Hues and shades of femininity

How does one define women’s art? Art show ‘Madras Jasmine’ that showcases the works of 23 Chennai-based women artists, has the answer

August 28, 2014 08:41 pm | Updated 08:41 pm IST

The show contextualises itself in a history of Indian art that has rarely celebrated the contributions of women.

The show contextualises itself in a history of Indian art that has rarely celebrated the contributions of women.

In the maze of colours and textures, figures and structures, at Art Houz gallery’s ‘Madras Jasmine’ exhibition of paintings, sculptures and installations by 23 Chennai-based women artists, there’s one message that breathes through: that it’s impossible to paint with one brush the rich body of women’s visual art language. Curated by Premalatha Seshadri, and organised in collaboration with the Association of British Scholars’ Chennai Chapter, the show contextualises itself in a history of Indian art that has rarely celebrated the contributions of women. As artist and academic Razia Tony writes in the introduction, the exhibition aims to gently right this wrong, at the juncture of Chennai’s 375th birthday, by projecting on a common platform the work of the city’s women.
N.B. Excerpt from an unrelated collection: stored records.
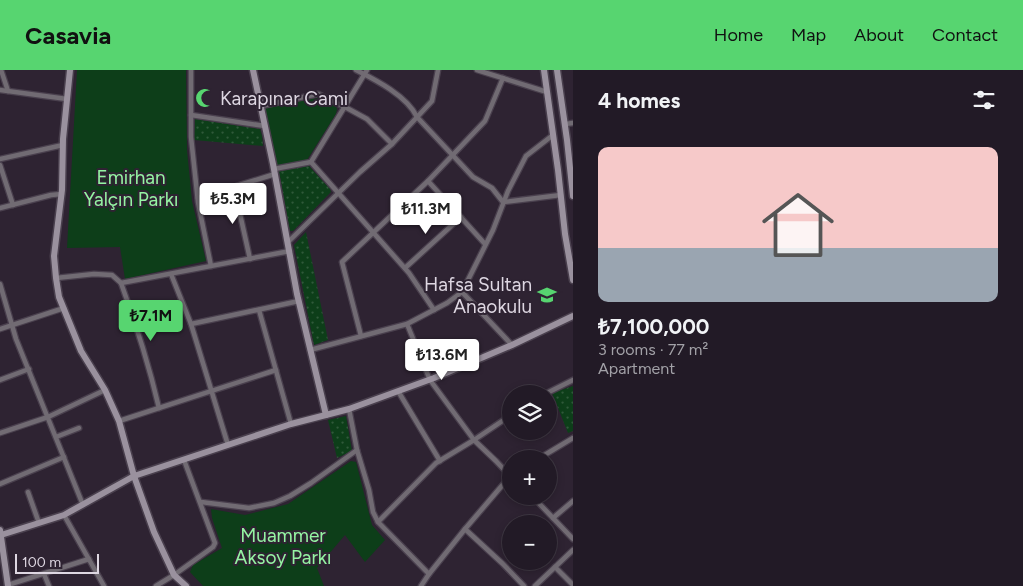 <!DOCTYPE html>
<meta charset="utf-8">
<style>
:root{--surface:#221a26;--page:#2e2732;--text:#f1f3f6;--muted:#a2a1a7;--line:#3f3843;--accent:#57d570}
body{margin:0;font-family:Figtree,sans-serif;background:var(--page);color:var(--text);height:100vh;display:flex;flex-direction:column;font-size:19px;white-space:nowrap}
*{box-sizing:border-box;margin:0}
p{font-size:16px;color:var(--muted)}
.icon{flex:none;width:28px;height:28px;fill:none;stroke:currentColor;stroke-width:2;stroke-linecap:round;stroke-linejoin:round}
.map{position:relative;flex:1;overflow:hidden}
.side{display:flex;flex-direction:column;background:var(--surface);width:450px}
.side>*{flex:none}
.controls{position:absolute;left:502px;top:315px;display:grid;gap:10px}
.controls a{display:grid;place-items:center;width:55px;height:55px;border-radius:50%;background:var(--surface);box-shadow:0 2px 8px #0003,0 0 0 1px var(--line);font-size:25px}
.scale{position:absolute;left:15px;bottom:12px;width:84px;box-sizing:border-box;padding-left:5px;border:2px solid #ded7e2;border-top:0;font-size:14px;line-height:18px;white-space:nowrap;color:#ded7e2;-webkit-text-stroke:4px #2e2332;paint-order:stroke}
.price{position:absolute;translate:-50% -42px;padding:0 11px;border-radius:5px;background:#fff;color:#222;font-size:16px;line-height:32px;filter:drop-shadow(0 1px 2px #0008)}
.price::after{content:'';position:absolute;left:50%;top:30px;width:15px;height:11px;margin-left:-8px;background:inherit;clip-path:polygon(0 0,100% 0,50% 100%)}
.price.on{background:var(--accent);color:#111}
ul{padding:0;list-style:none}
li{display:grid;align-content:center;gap:10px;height:265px;padding:0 25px}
li span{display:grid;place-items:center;height:155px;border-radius:10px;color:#555}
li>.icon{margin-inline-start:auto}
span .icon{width:90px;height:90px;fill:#fffc;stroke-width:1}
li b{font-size:21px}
h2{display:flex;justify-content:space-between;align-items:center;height:60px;padding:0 25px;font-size:21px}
header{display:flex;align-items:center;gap:30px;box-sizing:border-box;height:70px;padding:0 25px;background:var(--accent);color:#111}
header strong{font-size:24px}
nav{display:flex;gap:28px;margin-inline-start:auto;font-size:18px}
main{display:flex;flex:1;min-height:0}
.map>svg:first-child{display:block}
</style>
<header>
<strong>Casavia</strong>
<nav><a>Home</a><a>Map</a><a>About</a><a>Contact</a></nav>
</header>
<main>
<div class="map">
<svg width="573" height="516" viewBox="0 0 573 516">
<defs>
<pattern id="grass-dots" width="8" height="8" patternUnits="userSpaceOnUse" patternTransform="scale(1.25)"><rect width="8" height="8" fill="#0d3e19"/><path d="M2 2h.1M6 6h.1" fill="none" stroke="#30593a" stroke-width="1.8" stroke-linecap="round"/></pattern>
</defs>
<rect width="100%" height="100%" fill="#2e2332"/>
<g fill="url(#grass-dots)">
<path d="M195,49L260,59L262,66L263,76L194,70Z"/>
<path d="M309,96L330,119L331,122L293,161H290L279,101Z"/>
<path d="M306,162L328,270L314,275L294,175Z"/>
<path d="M573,316V361L568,363L552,323Z"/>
<path d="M346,346L352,381L337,388L328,350Z"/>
</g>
<g fill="#0d3e19">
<path d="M77,0H186L187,80L192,131L206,191L125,209L120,177L67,178Z"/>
<path d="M316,28L335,35L337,39L336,44L307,90L276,96L265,38Z"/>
<path d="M351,391L356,392L372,455L385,470L365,492L345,465L317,498L324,516H203L190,502L193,495L222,478L212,448L211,439L245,445L288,434Z"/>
</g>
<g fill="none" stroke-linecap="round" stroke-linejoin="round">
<g stroke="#4a404e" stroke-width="7">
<g id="street">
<path d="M1,0L8,21"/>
<path d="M191,0V67L198,132L211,196"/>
<path d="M356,0C376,10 407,26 417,47L473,107L492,118L503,132L561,125"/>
<path d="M477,0L547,22"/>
<path d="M0,20L67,29"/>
<path d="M261,36L318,24L345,37L367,49L392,74"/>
<path d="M191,45L265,56"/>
<path d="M565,54L573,53"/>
<path d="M0,89L63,75"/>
<path d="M311,92L409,203L434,240"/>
<path d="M0,95L13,135"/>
<path d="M274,99L311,92L367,0"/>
<path d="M428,111L485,174"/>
<path d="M234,117L250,189"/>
<path d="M198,128L275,104"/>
<path d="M0,138L51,125L62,124"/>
<path d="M288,172L360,102L392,74L432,31L438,0"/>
<path d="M405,198L461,147"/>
<path d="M171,204L191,254L228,375"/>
<path d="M56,208L94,204L112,205L121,213L290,181"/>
<path d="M121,213C136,254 149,295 159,338"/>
<path d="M0,214L16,269L83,435"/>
<path d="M462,222L512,275"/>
<path d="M259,240L291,354"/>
<path d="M191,254L299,231"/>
<path d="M407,254L430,310L474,370L496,391L511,407"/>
<path d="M0,259L64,238"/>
<path d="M361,266L342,192L428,111L485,51L503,8"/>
<path d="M310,280L407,254L447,233L462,222L493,160L508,121L526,86L553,65"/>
<path d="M0,310L29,299"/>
<path d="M398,321L440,391"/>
<path d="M545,324L573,310"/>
<path d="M349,339L357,380L369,420L373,442L378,452L429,504"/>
<path d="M119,351L276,300"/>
<path d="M0,363L48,347L105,320"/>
<path d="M56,367L79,358"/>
<path d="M538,389L573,368"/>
<path d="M0,414L64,387"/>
<path d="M28,422L39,453"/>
<path d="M532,426L573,469"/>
<path d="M201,432L249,438L274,433L290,426L311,413L357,380"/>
<path d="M64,445L104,516"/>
<path d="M553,448L573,431"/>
<path d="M378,452L436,393L474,370L511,345"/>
<path d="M465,459L503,494L524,516"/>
<path d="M555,497L573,515"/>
<path d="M44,504L49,516"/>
<path d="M8,515L89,489"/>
<path d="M156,516L174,505L213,477L215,473L184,390"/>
<path d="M421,516L429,504L465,459L511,405"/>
<path d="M535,516L573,480"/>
</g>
</g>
<g stroke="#4a404e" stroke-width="9">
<g id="secondary">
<path d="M70,0L63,69L62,120L54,186L56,208L59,227L81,281L105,320L119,351L134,406L154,462L174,505L186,516"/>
<path d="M253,0L273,94L297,224L326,345"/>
<path d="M544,0L558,100L565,164L573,210"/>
<path d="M557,0L567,70L573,126"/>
<path d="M0,460L8,516"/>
<path d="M1,465L64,445L134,406L291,354L349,339L434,308L512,275L573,246"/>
</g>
</g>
<use href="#street" stroke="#716b73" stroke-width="4.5"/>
<use href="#secondary" stroke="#9a919e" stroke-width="6"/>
</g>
<defs>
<g id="mosque-bare" transform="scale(1.5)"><path d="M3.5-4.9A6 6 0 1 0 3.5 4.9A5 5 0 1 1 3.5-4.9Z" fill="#57d570" stroke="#2e2332" stroke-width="2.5" paint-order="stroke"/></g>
<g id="school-bare" transform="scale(1.5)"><path d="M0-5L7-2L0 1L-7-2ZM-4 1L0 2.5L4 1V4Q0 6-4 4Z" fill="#57d570" stroke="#2e2332" stroke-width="2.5" paint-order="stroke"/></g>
</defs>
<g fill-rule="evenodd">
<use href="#mosque-bare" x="205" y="28"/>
<use href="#school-bare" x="547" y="225"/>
</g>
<g text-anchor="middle" stroke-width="4" stroke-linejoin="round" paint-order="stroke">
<g font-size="19" fill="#ded7e2" stroke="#2e2332" text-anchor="start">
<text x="220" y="35">Karapınar Cami</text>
<text x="532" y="221" text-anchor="end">Hafsa Sultan<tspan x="532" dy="22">Anaokulu</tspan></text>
</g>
<g font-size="19" fill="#95f4a3" stroke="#2e2332">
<text x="131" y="114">Emirhan<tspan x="131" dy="22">Yalçın Parkı</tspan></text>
<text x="283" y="472">Muammer<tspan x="283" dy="22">Aksoy Parkı</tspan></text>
</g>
</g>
</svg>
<div class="controls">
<a><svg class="icon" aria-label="layers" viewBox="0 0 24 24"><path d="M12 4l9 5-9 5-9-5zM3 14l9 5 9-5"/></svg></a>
<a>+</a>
<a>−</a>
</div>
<div class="scale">100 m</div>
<b class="price" style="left:233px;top:155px">₺5.3M</b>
<b class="price" style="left:426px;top:165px">₺11.3M</b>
<b class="price on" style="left:151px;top:272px">₺7.1M</b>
<b class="price" style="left:442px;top:311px">₺13.6M</b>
</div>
<section class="side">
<h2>4 homes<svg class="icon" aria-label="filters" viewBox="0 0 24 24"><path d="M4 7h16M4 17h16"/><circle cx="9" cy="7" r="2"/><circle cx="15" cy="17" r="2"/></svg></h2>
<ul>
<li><span style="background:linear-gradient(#f6c9c9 65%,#9aa5b1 0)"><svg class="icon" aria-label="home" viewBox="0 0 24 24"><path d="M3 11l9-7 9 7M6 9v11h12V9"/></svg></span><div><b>₺7,100,000</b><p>3 rooms · 77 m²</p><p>Apartment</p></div></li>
</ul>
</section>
</main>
And their voices couldn’t be more varied. There are artists who dwell deep on the feminine existence itself. G. Latha’s women, for instance, come in pairs of friends, or as mother and child and stare blankly at you from the canvas, their bodies sparse in colour and their surroundings bare, rendered in the simplicity of pastels and charcoal. For artists Manisha Raju and Gita though, their women stem from those in Indian mythology. As goddesses in their glorious splendour for Gita, and as meditative women with their eyes closed, radiating light and inner quiet, in Manisha’s work. Niloufer Siddharth’s women take on metaphorical tones in ‘Broken 1 and 2’, their physical frames doused in tears large and small. The feminine is also rendered through the symbolic as in Samia Khan’s ‘Atreyi’ that uses the idea of rivers as the “nurturing bridge” between life here and life after.

Womanhood is also explored in relationships with the opposite sex, children, family and society at large. Rajny Krishnan looks at the woman as “the earthy mother” in her fibreglass sculpture that cuts away a half of the woman’s body revealing a cavity that represents the “inner search”. Thejomayen Menon examines the ties between man and woman in her ‘Transmundane’ series that picture a faceless couple in embrace enmeshed on a canvas that’s cut and carved, pierced and dented. Words in Malayalam and English, leaves, flowers and veins poise the couple against this fractured backdrop. In Kirusiya Rani’s 36 x 48”-sized arresting black-and-white canvas, the male and female forms merge into an amorphous form titled ‘Jackfruit’.

A host of these artistes break away from the feminine sphere and address the world through un-gendered eyes. One of the most innovative installations at the show, for example, is Victoria Niveditha’s dining table set for six, replete with glasses and cutlery, with each plate depicting one of the six sins — ego, greed, lust, envy, wrath, and sloth. To one side of each plate sits a glass of pills and the other a heart, representing the choice between mind and heart, reason and impulse.

Disembodied organs feature in C.P. Krishnapriya’s installations too, titled ‘Puzzle’ with prints of eyes on jumbled wooden cubes, and ‘Sugar can cure anything’ with sticking out tongues pierced with pointed nails. V. Anamika takes thise further in ‘Unprovoked’, a series of nine rectangular pieces that are collages of photographs, newsprint and text, each seemingly simple image minutely lined and detailed to reveal an inner complexity.

In the spirit of celebrating Madras, Parvathi Nayar’s ‘The Road of Madras’  takes a vast canvas and layers it with a map of the city, postcards, an aerial views and a broken line from Bharathiyar’s poem Nirpathuve Nadapathuve — ‘Peacock dancing I to thee’. In her second piece ‘Inhabited Design’ Parvathi plays with the idea of scale and miniaturises the eagles’ eye vision of Delhi, Mumbai, Kolkata and Chennai, thus remarkably shifting how one perceives these cities. In one sense, what Parvathi does for the idea of the city, is what this exhibition does for ‘womens’ art’, by breaking its notion as a monolith into one that defies definition.